WRIT OF ERROR - A writ issued out
of a court of competent jurisdiction, directed to
the judge of a court of record in which final judgment
has been given, and commanding them, in some cases,
themselves to examine the record; in others to send
it to another court of appellate jurisdiction, therein
named, to be examined in order that some alleged error
in the proceeding may be corrected.
The first is called a writ of error coram nobis or
vobis. When an issue in fact has been decided, there
is not in general any appeal except by motion for
a new trial; and although a matter. of fact should
exist which was not brought into the issue, as for
example, if the defendant neglected to Plead a release,
which he might have pleaded, this is no error in the
proceedings, though a mistake of the defendant. But
there are some facts which affect the validity and
regularity of the proceeding itself, and to remedy
these errors the party in interest may sue out the
writ of error coram vobis. The death of one of the
parties at the commencement of the suit; the appearance
of an infant in a personal action, by an attorney,
and not by guardian; the coverture of either party,
at the commencement of the suit, when her husband
is not joined with her, are instances of this kind.

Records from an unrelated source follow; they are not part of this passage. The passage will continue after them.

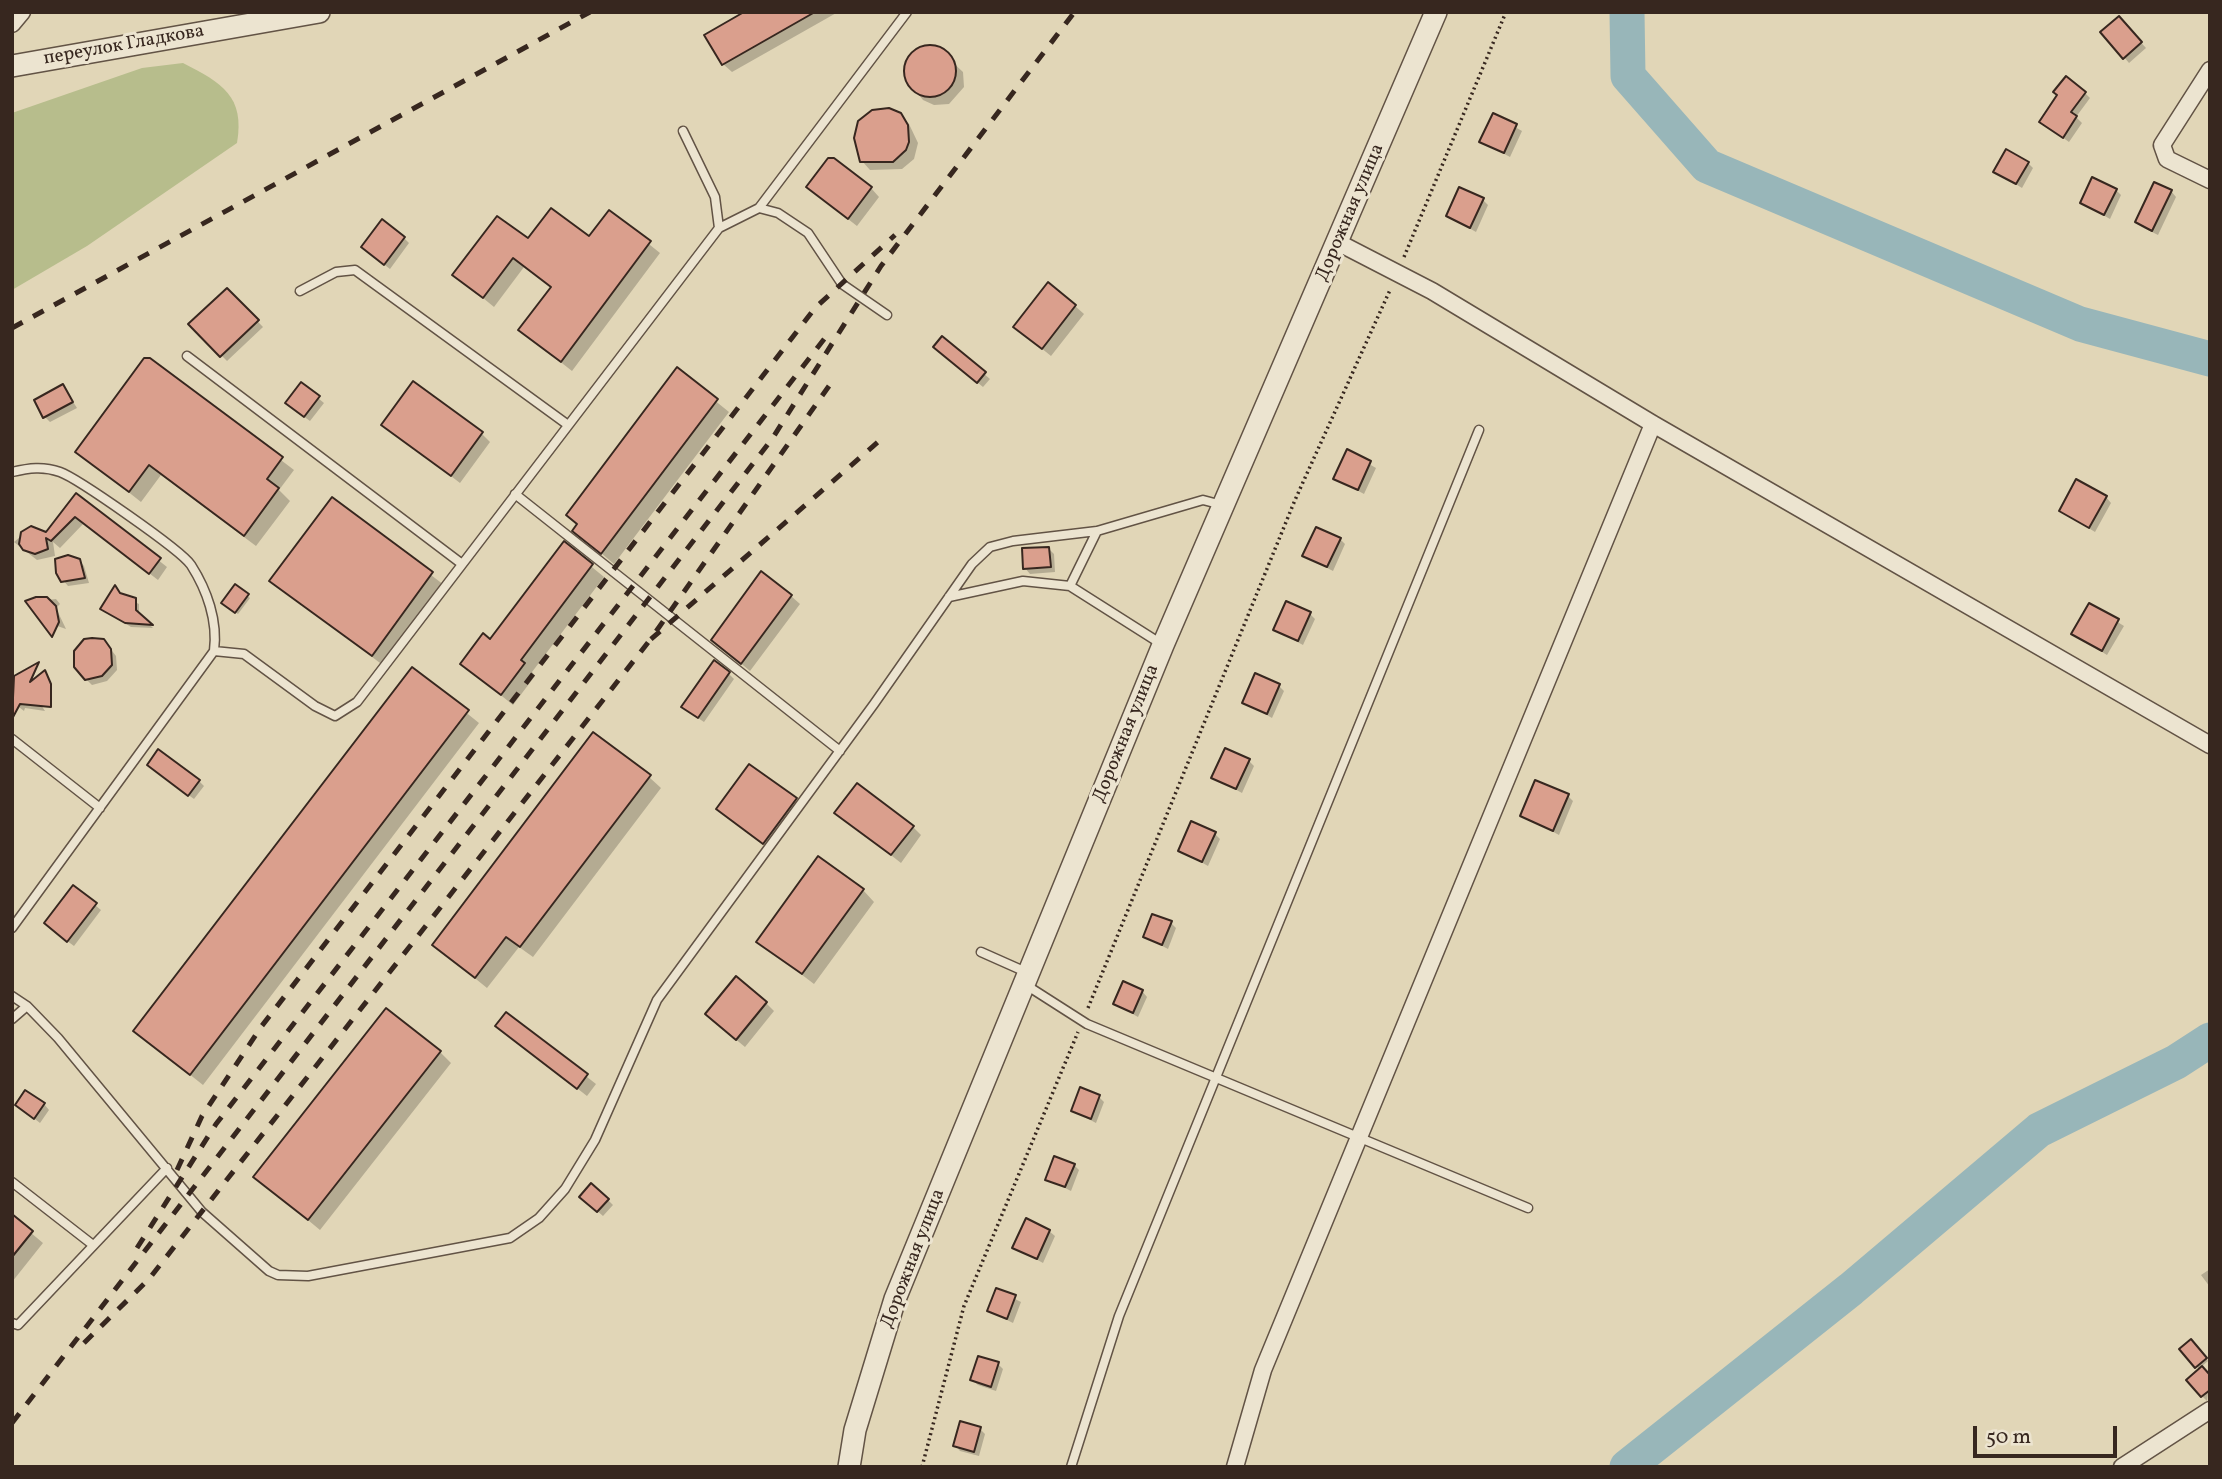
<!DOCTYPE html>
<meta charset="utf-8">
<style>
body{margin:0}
#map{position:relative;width:2222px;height:1479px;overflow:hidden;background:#e1d6b7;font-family:Vollkorn,serif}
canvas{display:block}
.frame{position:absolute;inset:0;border:14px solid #37271f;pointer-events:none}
.scale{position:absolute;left:1973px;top:1426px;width:144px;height:32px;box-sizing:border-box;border:4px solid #37271f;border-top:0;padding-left:9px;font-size:21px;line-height:24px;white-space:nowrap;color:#37271f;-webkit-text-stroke:5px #ece4d0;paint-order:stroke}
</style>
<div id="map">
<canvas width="2222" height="1479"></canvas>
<div class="frame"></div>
<div class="scale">50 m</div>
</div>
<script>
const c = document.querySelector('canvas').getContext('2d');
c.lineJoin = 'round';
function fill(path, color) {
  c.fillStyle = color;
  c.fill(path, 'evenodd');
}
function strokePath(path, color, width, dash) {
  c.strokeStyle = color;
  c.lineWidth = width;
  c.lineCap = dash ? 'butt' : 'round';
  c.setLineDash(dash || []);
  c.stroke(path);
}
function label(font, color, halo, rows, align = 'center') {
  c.font = font + ' Vollkorn,serif';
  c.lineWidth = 6;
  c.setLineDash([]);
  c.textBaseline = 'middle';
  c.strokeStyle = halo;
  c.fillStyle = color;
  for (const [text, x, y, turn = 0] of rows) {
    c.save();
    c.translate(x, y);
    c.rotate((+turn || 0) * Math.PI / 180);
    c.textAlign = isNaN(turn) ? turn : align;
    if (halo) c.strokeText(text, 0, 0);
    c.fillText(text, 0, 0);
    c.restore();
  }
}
fill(new Path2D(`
 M183 63C222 83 245 96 237 143L87 246 12 290V113L142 68Z`), '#b7bd8c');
fill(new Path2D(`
 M747 12H838L732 72 723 64Z
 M2124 24 2146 48 2129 63 2124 57Z
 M936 47 963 72 964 87 949 104 934 105 923 100 908 81 906 65 914 52Z
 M2085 93 2090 98 2076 117 2082 123 2069 142 2041 122 2059 95Z
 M900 115 909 124 918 143 914 159 902 169 870 170 862 161Z
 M1494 115 1522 131 1510 157 1482 142Z
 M2028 163 2033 168 2022 188 1996 172Z
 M871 188 879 197 857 226 817 195Z
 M2116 190 2121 195 2110 219 2082 203Z
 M2171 191 2176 197 2158 235 2142 227 2137 222Z
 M1483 200 1488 205 1476 232 1448 216Z
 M609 212 660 253 572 371 520 330 552 288 524 267 494 307 455 275 528 241 589 238Z
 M404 238 409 243 390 269 368 252Z
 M227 290 263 327 227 361 191 325Z
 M1075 306 1084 314 1051 356 1015 327Z
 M942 338 990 379 983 387 940 352Z
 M150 360 294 470 279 490 290 501 256 546 161 475 141 502 78 452Z
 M677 370 729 412 614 564 574 530Z
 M301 384 324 403 310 421 292 408Z
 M63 386 77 408 50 422 45 417Z
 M383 424 482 434 490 442 460 483Z
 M1348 452 1376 468 1364 494 1336 479Z
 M76 495 167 567 158 580 84 523 60 548 53 542 55 556 37 560 14 542 31 528 46 535Z
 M2106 497 2111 503 2095 532 2061 511Z
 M332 499 444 585 384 666 272 581Z
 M1340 539 1345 544 1333 571 1304 556Z
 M564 544 604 577 532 672 535 676 513 705 462 664 491 641Z
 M1049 549 1054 554 1055 572 1030 574 1025 568Z
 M79 560 84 566 89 583 68 586 63 580Z
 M235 587 250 598 238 614 225 605Z
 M121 595 139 604V615L153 628 131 627 102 609Z
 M791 596 800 604 750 671 713 640Z
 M56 599 60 604 56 608 66 629 46 622 28 602Z
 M2090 605 2124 626 2107 655 2073 634Z
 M1310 614 1315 619 1303 645 1275 630Z
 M109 647 116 656 117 670 107 681 92 685 86 679Z
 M412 669 479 723 203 1085 135 1031Z
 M18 672 22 676 45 711 25 708 24 711 19 707 13 691Z
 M729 674 734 679 704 722 689 712Z
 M1279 686 1284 691 1272 718 1244 702Z
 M1249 761 1254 766 1242 793 1213 777Z
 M154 770 199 781 204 786 194 799Z
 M649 777 661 788 533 957 519 947 487 988 434 945Z
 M1568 796 1573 801 1559 835 1522 815Z
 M795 799 804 807 772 851 718 809Z
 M837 813 913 827 921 835 901 863Z
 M1215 834 1220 839 1208 866 1180 850Z
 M74 888 101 910 74 946 51 929Z
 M863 890 874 902 814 984 759 942Z
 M1171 923 1176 928 1168 949 1145 937Z
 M1142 991 1147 997 1138 1017 1115 1004Z
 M766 1003 774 1011 745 1047 716 1023Z
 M507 1014 596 1084 587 1096 497 1026Z
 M440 1052 451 1063 320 1230 256 1177Z
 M1099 1097 1104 1102 1096 1123 1073 1111Z
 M44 1104 49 1110 40 1123 17 1105Z
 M1074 1165 1079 1170 1071 1191 1047 1179Z
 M608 1200 613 1205 603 1216 587 1202Z
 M12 1217 43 1243 12 1282Z
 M1049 1231 1055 1236 1043 1263 1014 1247Z
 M2210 1269V1287L2201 1275Z
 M997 1290 1021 1302 1013 1323 989 1311Z
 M2191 1341 2208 1361 2201 1367 2210 1376 2207 1401 2202 1396 2200 1370 2181 1349Z
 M998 1364 1003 1369 996 1391 978 1385 972 1380Z
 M980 1429 985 1434 979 1456 960 1451 955 1445Z`), '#0003');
strokePath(new Path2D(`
 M1627 12 1628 76 1707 166 2080 324 2210 359
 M1627 1467 1851 1289 2039 1130 2176 1062 2210 1040`), '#98b6b9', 35);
const building = new Path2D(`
 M744 12H815L722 65 704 35Z
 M2119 16 2142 42 2123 59 2100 32Z
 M904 71a26 26 0 1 1 52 0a26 26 0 1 1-52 0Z
 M2066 76 2086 92 2071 112 2077 116 2063 138 2039 122 2057 95 2053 92Z
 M889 108 901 113 908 125 909 142 906 150 893 162H860L854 138 858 121 872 110Z
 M1493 113 1517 124 1504 153 1479 142Z
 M2006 149 2029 162 2016 184 1993 172Z
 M828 158H834L872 187 848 219 806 187Z
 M2092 177 2117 189 2104 215 2080 203Z
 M2154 182 2172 190 2152 231 2135 222Z
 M1459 187 1484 198 1470 228 1446 216Z
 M551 208 589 236 609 210 651 241 561 362 518 330 551 287 513 258 483 298 452 275 497 216 528 238Z
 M382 219 405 237 384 265 361 247Z
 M1048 282 1076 305 1042 349 1013 327Z
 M227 288 259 320 220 357 188 324Z
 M942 336 986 372 977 383 933 347Z
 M144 358H150L283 457 267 479 279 488 244 536 149 465 129 492 75 452Z
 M677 367 718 399 601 554 572 531 577 524 566 515Z
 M413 381 483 432 451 476 381 425Z
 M301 382 320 396 304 417 285 403Z
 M63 384 73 402 43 418 34 400Z
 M1347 449 1371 461 1358 490 1333 479Z
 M2076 479 2107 496 2089 528 2059 511Z
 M76 493 161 558 149 574 75 517 51 541 46 538 48 549 35 554 23 550 19 544 21 532 31 526 46 532Z
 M332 497 433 572 372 656 269 581Z
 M1316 527 1341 538 1327 567 1302 556Z
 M564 541 593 564 521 660 525 663 501 695 460 664 483 633 490 639Z
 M1049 547 1051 567 1023 569 1022 548Z
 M68 555 80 559 85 578 61 582 56 573 55 559Z
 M761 571 792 595 741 664 711 640Z
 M235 584 249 594 235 613 221 603Z
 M115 585 120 593 136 598V610L153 625 125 623 100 609Z
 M36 597H47L56 606 59 622 52 637 25 601Z
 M1286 601 1311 612 1298 641 1273 630Z
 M2089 603 2119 619 2102 651 2071 634Z
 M92 638 104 639 111 649 112 665 102 676 85 680 74 667V651L84 639Z
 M714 660 730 672 698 718 681 707Z
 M39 662 30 682 45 670 51 684V707L20 704 12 719 14 676Z
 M412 667 469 710 190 1075 133 1031Z
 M1255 673 1280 684 1267 714 1242 703Z
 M593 732 651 775 520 947 506 937 475 978 432 945Z
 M1225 748 1250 759 1236 789 1211 778Z
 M158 749 200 780 188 796 147 765Z
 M749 764 797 798 763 844 716 809Z
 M1535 780 1569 794 1553 831 1520 816Z
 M857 783 914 826 891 855 834 813Z
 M1191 821 1216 832 1202 862 1178 851Z
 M818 856 864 889 802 974 756 942Z
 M73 885 97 903 67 942 44 923Z
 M1152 914 1172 921 1162 945 1143 937Z
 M736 976 767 1002 736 1040 705 1014Z
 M1123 981 1143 990 1133 1013 1113 1004Z
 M386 1008 441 1051 308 1220 253 1177Z
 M506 1012 588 1074 577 1089 495 1026Z
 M1080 1087 1100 1095 1091 1119 1071 1111Z
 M25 1090 45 1103 34 1119 15 1105Z
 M1054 1156 1075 1164 1065 1187 1045 1180Z
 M591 1183 609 1199 597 1212 579 1197Z
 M12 1214 33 1231 12 1257Z
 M1026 1218 1050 1230 1037 1259 1012 1248Z
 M996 1288 1016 1295 1007 1319 987 1311Z
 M2191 1339 2207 1358 2195 1368 2179 1349Z
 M978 1356 999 1362 991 1387 970 1380Z
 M2202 1366 2210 1375V1390L2201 1397 2186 1380Z
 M960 1421 981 1427 974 1452 953 1446Z`);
fill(building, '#da9f8d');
strokePath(building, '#37271f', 2);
const service = new Path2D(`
 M683 131 715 197 719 228
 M759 208 907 12
 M300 291 336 272 355 270 568 425
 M187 356 462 564
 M12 472C29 468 43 466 60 472 77 478 181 550 191 565 207 590 218 621 214 651L12 928
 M515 494 840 751
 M949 597 1023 581 1070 586
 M1163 645 1070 586 1097 531 1203 500 1222 505
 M214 651 244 654 315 706 335 716 357 702 719 228 759 208 778 213 808 233 842 284 887 315
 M12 739 100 808
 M981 952 1026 972
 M1026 985 1087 1024 1528 1208
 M12 996 27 1006 58 1038 202 1212 269 1271 278 1275 308 1276 510 1238 539 1218 565 1189 595 1140 657 1000 874 704 972 564 990 547 1013 541 1097 531
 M12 1019 27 1006
 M12 1182 93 1245
 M12 1323 18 1325 167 1168
 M1071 1467 1119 1316 1479 430`);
const minor = new Path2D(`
 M12 24 22 12
 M2210 70 2162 145 2167 159 2210 180
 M1339 243 1432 291 1653 424 2210 745
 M1235 1467 1263 1370 1653 424
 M2122 1467 2210 1410`);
const tertiary = new Path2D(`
 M12 66 319 12
 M849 1467 855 1430 895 1299 1163 645 1436 12`);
strokePath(service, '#625345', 11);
strokePath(minor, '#625345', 19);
strokePath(tertiary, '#625345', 24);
strokePath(new Path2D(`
 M1404 257 1506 12
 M1088 1008 1295 500 1390 290
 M922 1467 964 1306 1078 1032`), '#37271f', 3.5, [2, 3.5]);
strokePath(service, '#ece4d0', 8);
strokePath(minor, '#ece4d0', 16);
strokePath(tertiary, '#ece4d0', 21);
strokePath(new Path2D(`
 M12 328 590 12
 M829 386 650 640 878 442
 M177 1170 202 1116 261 1027 815 308 895 235
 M137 1248 216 1124 825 338
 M84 1343 149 1279 650 640
 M12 1423 772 439 881 266 1073 14`), '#37271f', 5, [12, 12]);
label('19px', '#37271f', '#ece4d0', [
 ["переулок Гладкова",124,46,-10],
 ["Дорожная улица",1351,213,-67],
 ["Дорожная улица",1127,734,-68],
 ["Дорожная улица",914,1259,-69]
]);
</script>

The second species is called, generally, writ of
error, and is the more common. Its object is to review
and correct an error of the law committed in the proceedings,
which is not amendable, or cured at common law, or
by some of the statutes of amendment or jeofail.
In the French law the demande en cassation is somewhat
similar to our proceeding in error; according to some
of the best writers on French law, it is considered
as a new suit, and it is less an action between the
original parties, than a question between the judgment
and the law. It is not the action which is to be judged,
but the judgment.
A writ of error is in the nature of a suit or action,
when it is to restore the party who obtains it to
the possession of any thing which is withheld from
him, not when its operation is entirely defensive.